Encomendei cinquenta e cinco caixas de cada um desses tamanhos. Pintei as caixas interna e externamente de branco. A minha intenção inicial era trabalhar diretamente nas caixas, mas não deu certo. Cortei papel considerando o tamanho interno das caixas, risquei, desenhei, pintei e colei. Comecei a pensar que o fundo, espaço externo das caixas, era muito interessante e passei a usá-los.
Fiz então quinze cubos de madeira, também pintados de branco, e trabalhei externamente em cada um deles. Já conseguia ver mentalmente as caixas e os cubos montados aleatoriamente sobre uma mesa, sofrendo interferência de quem os observasse. Entretanto, ao serem expostos tal fato não aconteceu. Observei que as pessoas tinham certo constrangimento em interagir com o trabalho sem permissão. Foi necessária a colocação de um convite formal com as seguintes palavras: “Pare, olhe e toque”! Não se intimide pelas obras, elas estão em constante construção. “Convidamos você, visitante, para dar forma a estes trabalhos”. A participação que eu tanto queria, começou então a acontecer, e foi incrível observar as pessoas interagindo com o trabalho, emitindo opiniões e dando sugestões.
Um quebra-cabeça feito com peças pequenas que poderia ficar em cima de uma mesa, sobre um tablado raso proporcional ao tamanho das peças, onde elas poderiam se movimentar, começou a voar dentro da minha cabeça.
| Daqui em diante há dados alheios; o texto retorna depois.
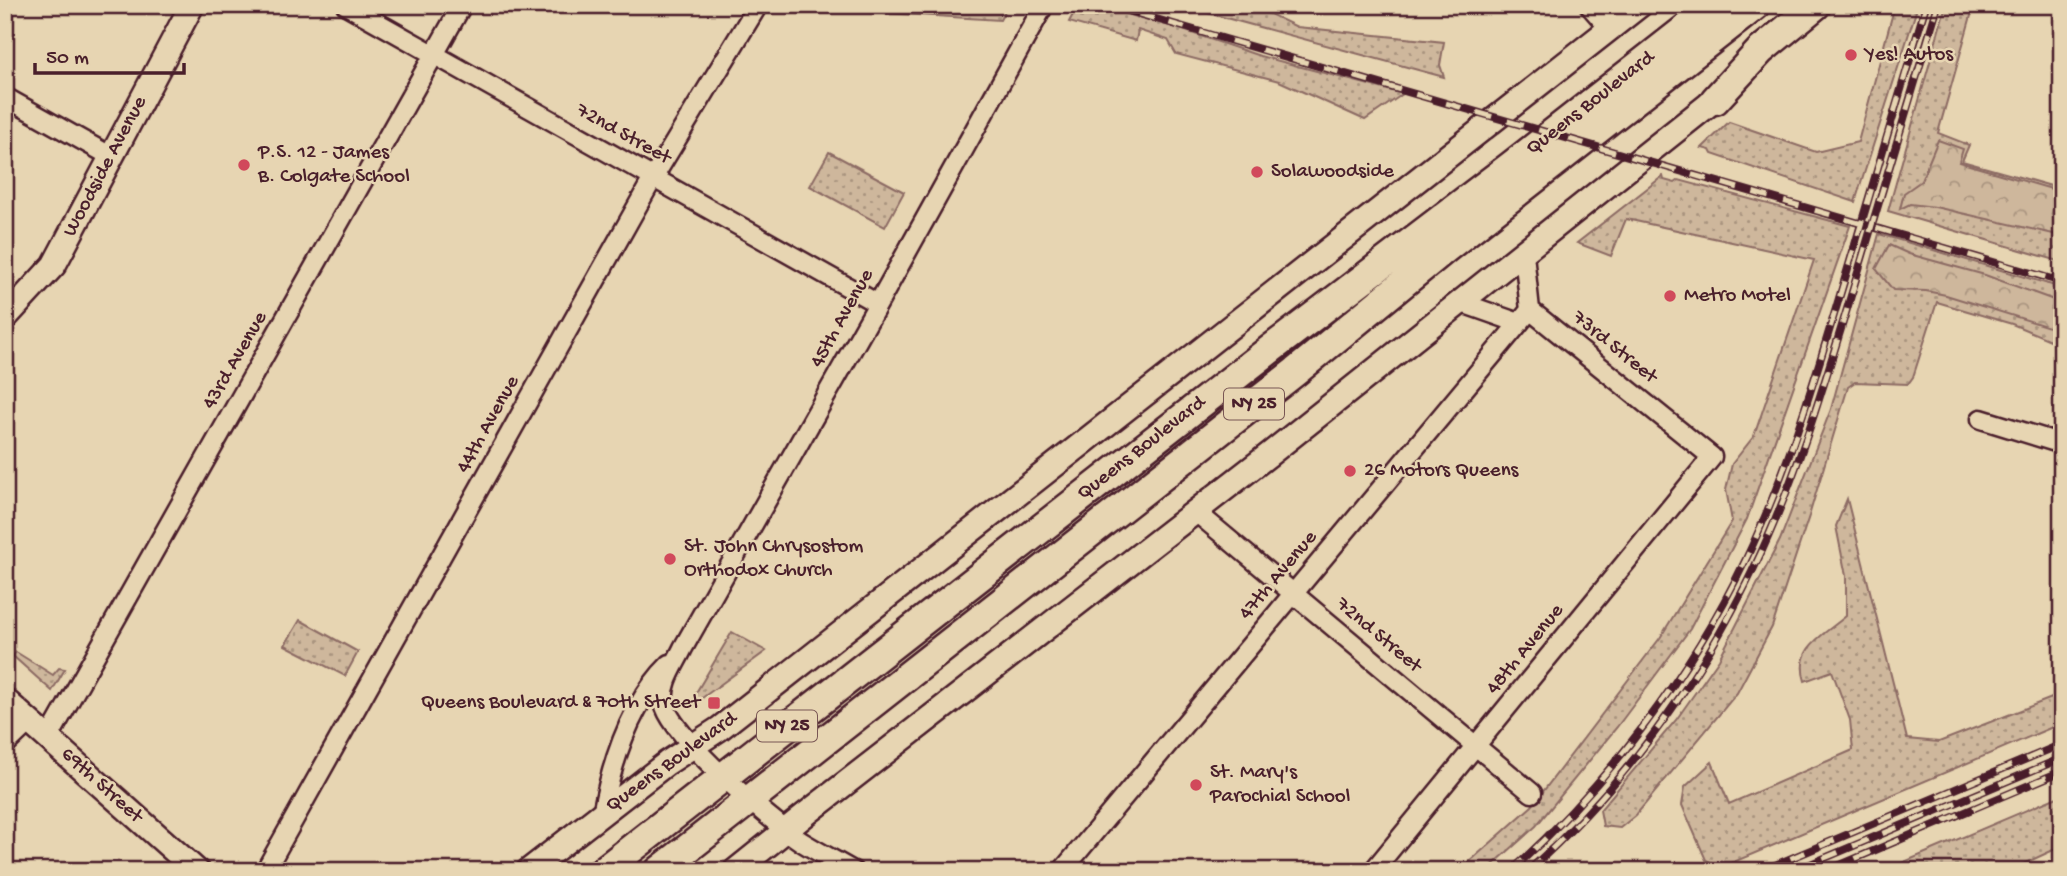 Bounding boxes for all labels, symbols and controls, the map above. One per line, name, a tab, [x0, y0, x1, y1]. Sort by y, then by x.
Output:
scale bar	[35, 32, 184, 76]
place label: Yes! Autos	[1863, 43, 1954, 68]
street label: Queens Boulevard	[1522, 45, 1661, 162]
text: 50 m	[46, 47, 89, 72]
marker: Yes! Autos	[1843, 47, 1859, 63]
street label: Woodside Avenue	[58, 91, 154, 242]
street label: 72nd Street	[570, 98, 677, 172]
place label: P.S. 12 - James B. Colgate School	[257, 141, 410, 190]
marker: P.S. 12 - James B. Colgate School	[236, 157, 252, 173]
place label: Solawoodside	[1271, 160, 1395, 185]
marker: Solawoodside	[1249, 164, 1265, 180]
street label: 45th Avenue	[806, 264, 881, 373]
place label: Metro Motel	[1684, 284, 1791, 309]
marker: Metro Motel	[1662, 288, 1678, 304]
street label: 73rd Street	[1566, 305, 1664, 392]
street label: 43rd Avenue	[198, 307, 275, 414]
street label: 44th Avenue	[452, 371, 527, 478]
road number: NY 25	[1224, 388, 1284, 420]
street label: Queens Boulevard	[1073, 390, 1212, 507]
place label: 26 Motors Queens	[1364, 459, 1520, 484]
marker: 26 Motors Queens	[1342, 463, 1358, 479]
street label: 47th Avenue	[1234, 525, 1324, 626]
place label: St. John Chrysostom Orthodox Church	[684, 535, 863, 584]
marker: St. John Chrysostom Orthodox Church	[662, 551, 678, 567]
street label: 72nd Street	[1329, 592, 1428, 681]
street label: 48th Avenue	[1482, 599, 1571, 700]
place label: Queens Boulevard & 70th Street	[421, 691, 702, 716]
marker: Queens Boulevard & 70th Street	[706, 695, 722, 711]
street label: Queens Boulevard	[602, 706, 744, 819]
road number: NY 25	[757, 710, 817, 741]
street label: 69th Street	[55, 743, 149, 831]
place label: St. Mary's Parochial School	[1209, 761, 1350, 810]
marker: St. Mary's Parochial School	[1188, 777, 1204, 793] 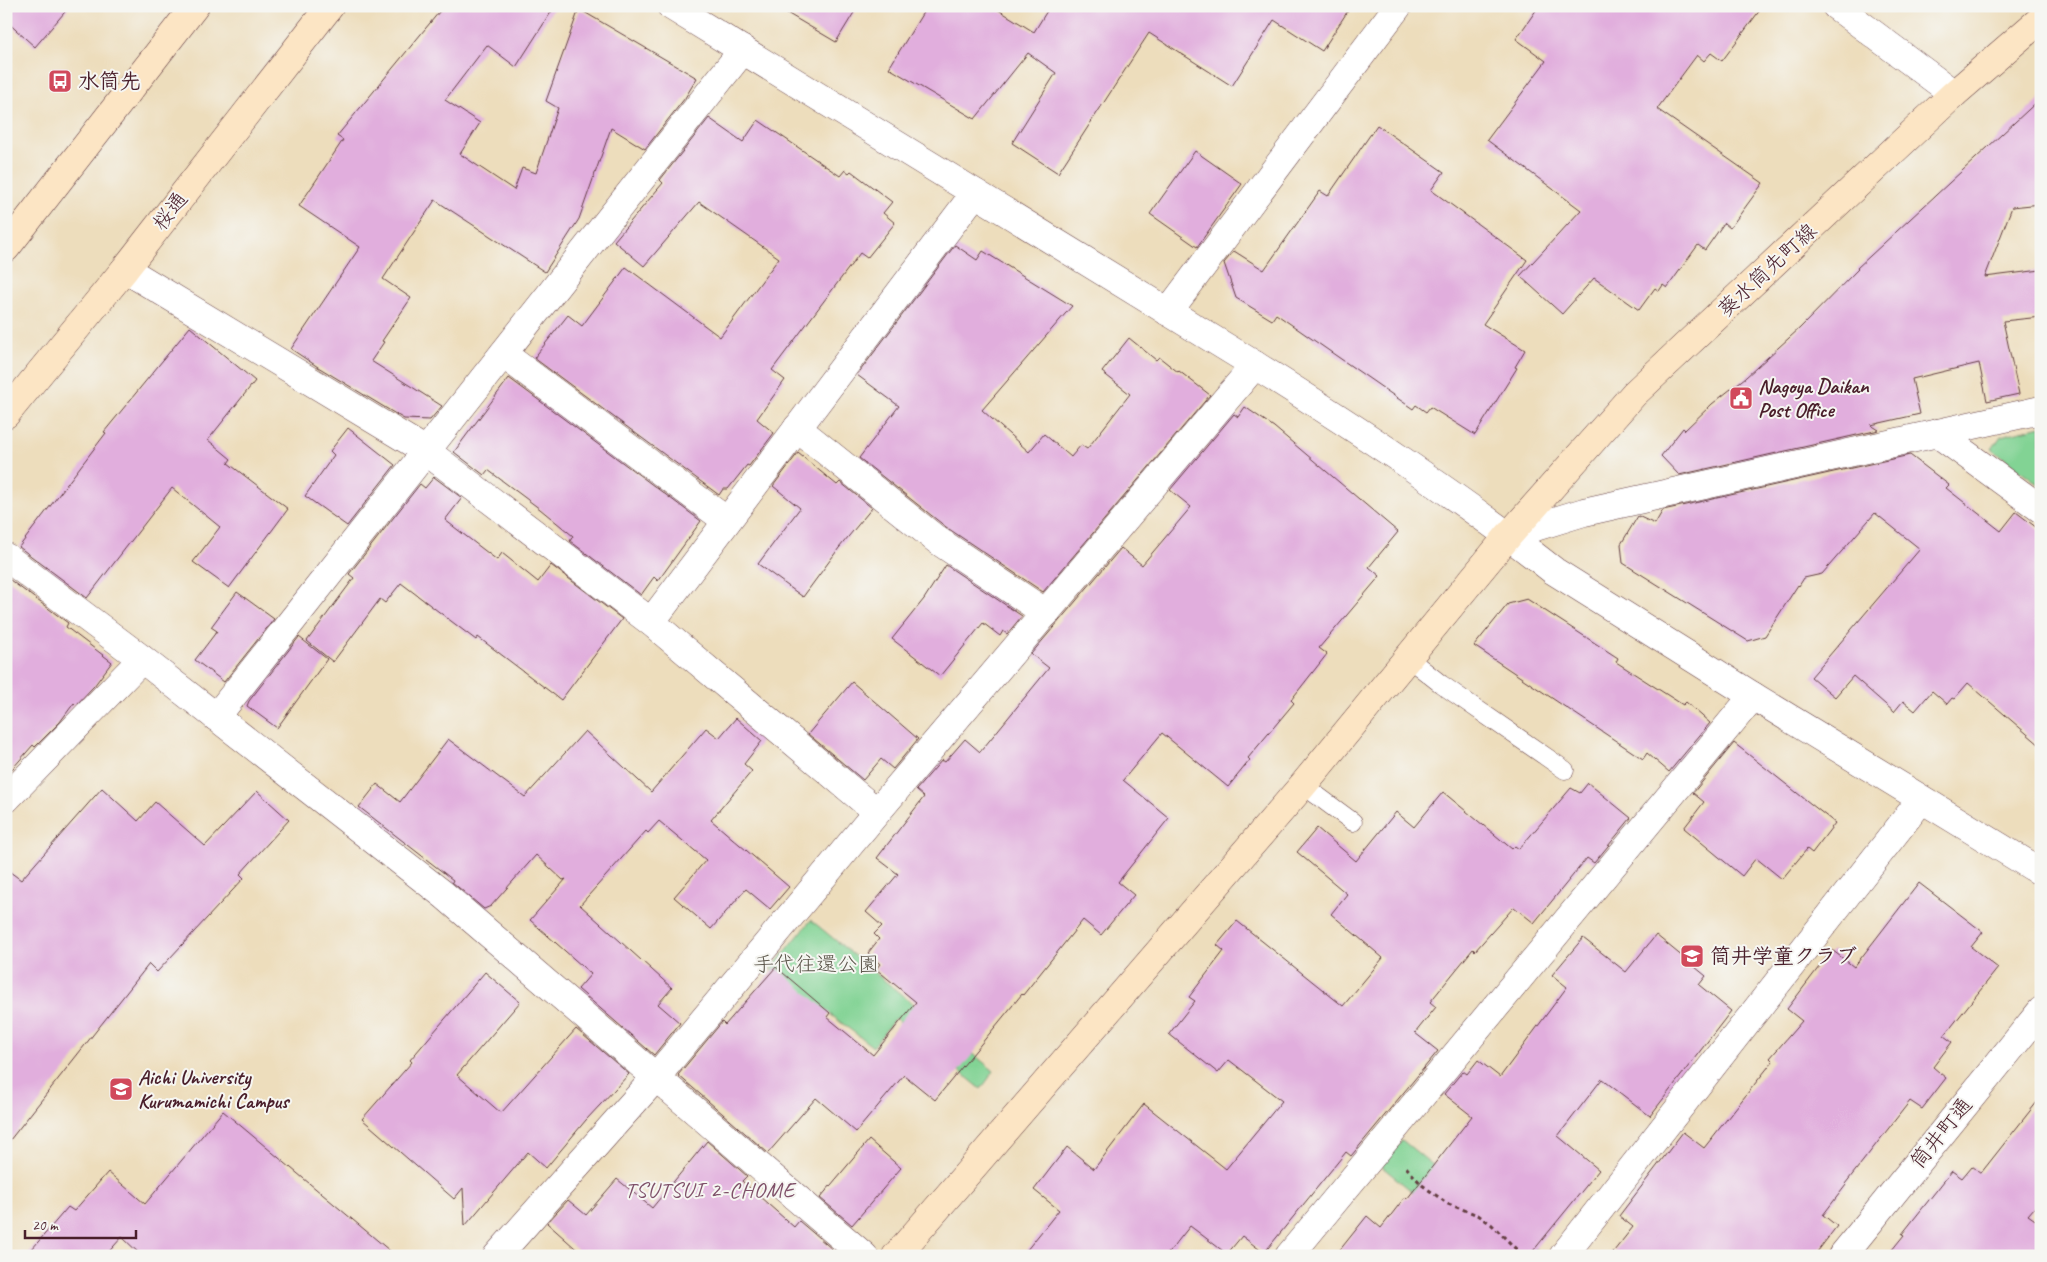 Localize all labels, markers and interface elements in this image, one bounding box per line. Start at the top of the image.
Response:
bus stop icon: 水筒先 [47,68,73,94]
place label: 水筒先 [78,68,141,94]
street label: 桜通 [147,186,193,236]
street label: 葵水筒先町線 [1712,218,1822,322]
place label: Nagoya Daikan Post Office [1758,373,1870,423]
public building icon: Nagoya Daikan Post Office [1728,385,1754,411]
school or university icon: 筒井学童クラブ [1679,943,1705,969]
place label: 筒井学童クラブ [1710,943,1857,969]
park label: 手代往還公園 [753,951,879,977]
place label: Aichi University Kurumamichi Campus [138,1064,291,1114]
school or university icon: Aichi University Kurumamichi Campus [108,1076,134,1102]
street label: 筒井町通 [1904,1092,1978,1174]
district label: TSUTSUI 2-CHOME [625,1176,798,1204]
scale bar [25,1207,136,1239]
text: 20 m [32,1216,59,1235]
Poderia usar algumas caixas menores, mas acabei optando por quadradinhos de madeira.
Estava sempre imaginando os meus pequenos seres se movimentando. Em torno dos outros, de si mesmos, ocupando espaços, trocando de lugar uns com os outros, subindo, descendo, tentando ocupar o mesmo espaço, se atropelando, perdendo espaço, ganhando outro ou recuperando o anterior. Eles poderiam andar em uma corda. Poderiam muitas coisas.
Resolvi desenhar um Flipbook. Cortei papel, risquei, desenhei, pintei, fotografei e escaneei. Transformei-os em uma animação. Finalmente eles eram capazes de fazer tudo aquilo que os imaginei realizando. Subiam, desciam, ocupavam espaços, perdiam espaços, se empilhavam, amontoavam, se estranhando, se acotovelando, refletindo a possibilidade de equilíbrio, de distanciamento emocional e o desgaste das relações gerado pela proximidade excessiva.
A última coisa que fiz foi um caderno onde registrei as minhas impressões, convidando as pessoas a deixarem ali as suas próprias impressões.
“Espaço, Relacionamento e Ocupação” é um projeto que eu acabei e não acabei. Ainda tenho coisas a dizer. Não sei se tenho coisas a acrescentar ao trabalho em si ou se não consegui esgotar o assunto como desejava. Será mesmo que os assuntos se esgotam ou é a gente que acaba ficando cansada deles?